The block must return -1, 0, or 1 (using the spaceship operator convention).

Handling Empty Collections

min returns nil when called on an empty collection:

[].min
# => nil

[].min(2)
# => []

min vs min_by

These two methods are often confused but behave differently:

MethodWhat it compares
minCompares elements by their actual value using <=>
min_byCompares elements by the result of the block
[1, 2, 3].min
# => 1# min_by compares by block result
["one", "two", "three"].min_by { |s| s.length }
# => "one"

Practical Examples

Finding the Lowest Price

products = [
  { name: "Widget", price: 29.99 },
  { name: "Gadget", price: 49.99 },
  { name: "Doohickey", price: 19.99 }
]

cheapest = products.min { |a, b| a[:price] <=> b[:price] }
cheapest[:name]
# => "Doohickey"

Finding the Smallest String

words = ["elephant", "cat", "giraffe", "ant"]

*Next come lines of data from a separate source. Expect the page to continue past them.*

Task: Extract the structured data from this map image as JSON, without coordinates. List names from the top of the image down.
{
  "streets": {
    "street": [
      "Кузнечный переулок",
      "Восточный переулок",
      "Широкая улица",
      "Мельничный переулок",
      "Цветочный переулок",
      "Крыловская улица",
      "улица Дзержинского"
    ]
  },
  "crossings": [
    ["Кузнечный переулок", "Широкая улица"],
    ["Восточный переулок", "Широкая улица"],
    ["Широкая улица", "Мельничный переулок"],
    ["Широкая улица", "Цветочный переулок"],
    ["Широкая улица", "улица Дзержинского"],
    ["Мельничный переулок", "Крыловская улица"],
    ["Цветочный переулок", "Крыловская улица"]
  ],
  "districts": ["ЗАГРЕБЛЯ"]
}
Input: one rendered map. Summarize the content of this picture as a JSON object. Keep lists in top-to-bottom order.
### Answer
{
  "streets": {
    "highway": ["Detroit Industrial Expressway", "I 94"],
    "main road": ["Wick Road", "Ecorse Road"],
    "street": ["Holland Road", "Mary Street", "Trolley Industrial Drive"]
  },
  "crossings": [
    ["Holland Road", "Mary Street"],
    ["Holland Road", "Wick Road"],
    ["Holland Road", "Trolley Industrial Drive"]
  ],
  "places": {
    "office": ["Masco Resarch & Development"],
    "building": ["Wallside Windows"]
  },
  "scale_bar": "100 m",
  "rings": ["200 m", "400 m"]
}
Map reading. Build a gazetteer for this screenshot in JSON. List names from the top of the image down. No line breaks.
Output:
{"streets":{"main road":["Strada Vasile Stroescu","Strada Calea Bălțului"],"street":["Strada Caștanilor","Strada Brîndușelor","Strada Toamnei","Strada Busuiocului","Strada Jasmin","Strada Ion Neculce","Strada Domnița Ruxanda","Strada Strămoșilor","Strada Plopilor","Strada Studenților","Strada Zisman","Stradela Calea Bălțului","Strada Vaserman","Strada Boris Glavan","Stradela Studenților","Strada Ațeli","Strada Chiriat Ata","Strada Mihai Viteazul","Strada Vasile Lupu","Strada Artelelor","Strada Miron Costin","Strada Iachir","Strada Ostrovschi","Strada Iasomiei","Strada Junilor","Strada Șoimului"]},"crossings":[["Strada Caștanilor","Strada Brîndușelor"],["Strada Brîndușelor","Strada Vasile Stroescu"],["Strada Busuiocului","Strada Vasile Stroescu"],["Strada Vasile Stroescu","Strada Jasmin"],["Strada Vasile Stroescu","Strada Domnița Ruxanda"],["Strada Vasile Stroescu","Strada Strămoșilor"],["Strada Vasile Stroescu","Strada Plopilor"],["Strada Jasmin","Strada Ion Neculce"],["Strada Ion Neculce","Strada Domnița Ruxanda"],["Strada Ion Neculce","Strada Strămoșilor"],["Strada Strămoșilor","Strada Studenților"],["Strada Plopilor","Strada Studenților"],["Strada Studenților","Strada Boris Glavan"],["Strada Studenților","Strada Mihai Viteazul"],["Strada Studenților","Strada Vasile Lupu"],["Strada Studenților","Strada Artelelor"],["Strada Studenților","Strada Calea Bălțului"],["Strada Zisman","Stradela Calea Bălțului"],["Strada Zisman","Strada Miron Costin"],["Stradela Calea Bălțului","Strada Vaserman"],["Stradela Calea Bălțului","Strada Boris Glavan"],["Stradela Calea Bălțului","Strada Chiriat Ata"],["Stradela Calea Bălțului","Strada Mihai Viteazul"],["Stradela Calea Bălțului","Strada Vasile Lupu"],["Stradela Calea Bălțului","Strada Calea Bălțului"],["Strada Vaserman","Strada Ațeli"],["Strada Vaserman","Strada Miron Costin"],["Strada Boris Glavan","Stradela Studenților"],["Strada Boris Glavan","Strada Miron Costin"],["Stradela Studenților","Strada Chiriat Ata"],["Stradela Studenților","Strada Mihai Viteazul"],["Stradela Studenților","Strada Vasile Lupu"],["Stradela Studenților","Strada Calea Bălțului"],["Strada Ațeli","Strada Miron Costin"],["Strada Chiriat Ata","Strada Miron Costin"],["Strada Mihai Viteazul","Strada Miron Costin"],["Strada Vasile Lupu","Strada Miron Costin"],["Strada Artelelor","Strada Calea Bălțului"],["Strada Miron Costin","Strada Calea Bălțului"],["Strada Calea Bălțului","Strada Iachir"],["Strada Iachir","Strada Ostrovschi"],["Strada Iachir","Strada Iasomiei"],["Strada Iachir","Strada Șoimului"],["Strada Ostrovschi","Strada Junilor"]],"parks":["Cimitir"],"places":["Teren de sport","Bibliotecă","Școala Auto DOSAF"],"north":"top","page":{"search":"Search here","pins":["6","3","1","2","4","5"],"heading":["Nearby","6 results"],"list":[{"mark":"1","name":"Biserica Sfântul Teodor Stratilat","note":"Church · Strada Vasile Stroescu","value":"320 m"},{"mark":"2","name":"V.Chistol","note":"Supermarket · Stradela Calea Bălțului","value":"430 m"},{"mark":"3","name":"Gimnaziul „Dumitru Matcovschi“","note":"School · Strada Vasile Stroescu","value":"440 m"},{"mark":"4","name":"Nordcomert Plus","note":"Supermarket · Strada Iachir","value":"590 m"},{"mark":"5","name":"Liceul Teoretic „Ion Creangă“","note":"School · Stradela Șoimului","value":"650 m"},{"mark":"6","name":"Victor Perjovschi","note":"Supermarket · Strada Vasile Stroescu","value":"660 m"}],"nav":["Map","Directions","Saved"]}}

shortest = words.min { |a, b| a.length <=> b.length }
# => "cat"

Getting the N Cheapest Items

products = [
  { name: "Widget", price: 29.99 },
  { name: "Gadget", price: 49.99 },
  { name: "Doohickey", price: 19.99 },
  { name: "Thingamajig", price: 39.99 }
]

products.min(2) { |a, b| a[:price] <=> b[:price] }
# => [{:name=>"Doohickey", :price=>19.99}, {:name=>"Widget", :price=>29.99}]

Working with Custom Objects

class Player
  attr_reader :score

  def initialize(name, score)
    @name = name
    @score = score
  end

  def <=>(other)
    @score <=> other.score
  end

  def to_s
    @name
  end
end

players = [
  Player.new("Alice", 95),
  Player.new("Bob", 87),
  Player.new("Charlie", 92)
]

players.min
# => Bob (score: 87)

Performance Notes

min uses the <=> operator to compare elements. For arrays, it performs a single pass through the collection — O(n) time complexity.

When using min with a block, the comparison logic runs multiple times during the sort. For finding a single minimum, min_by is often more efficient since it only evaluates the block once per element.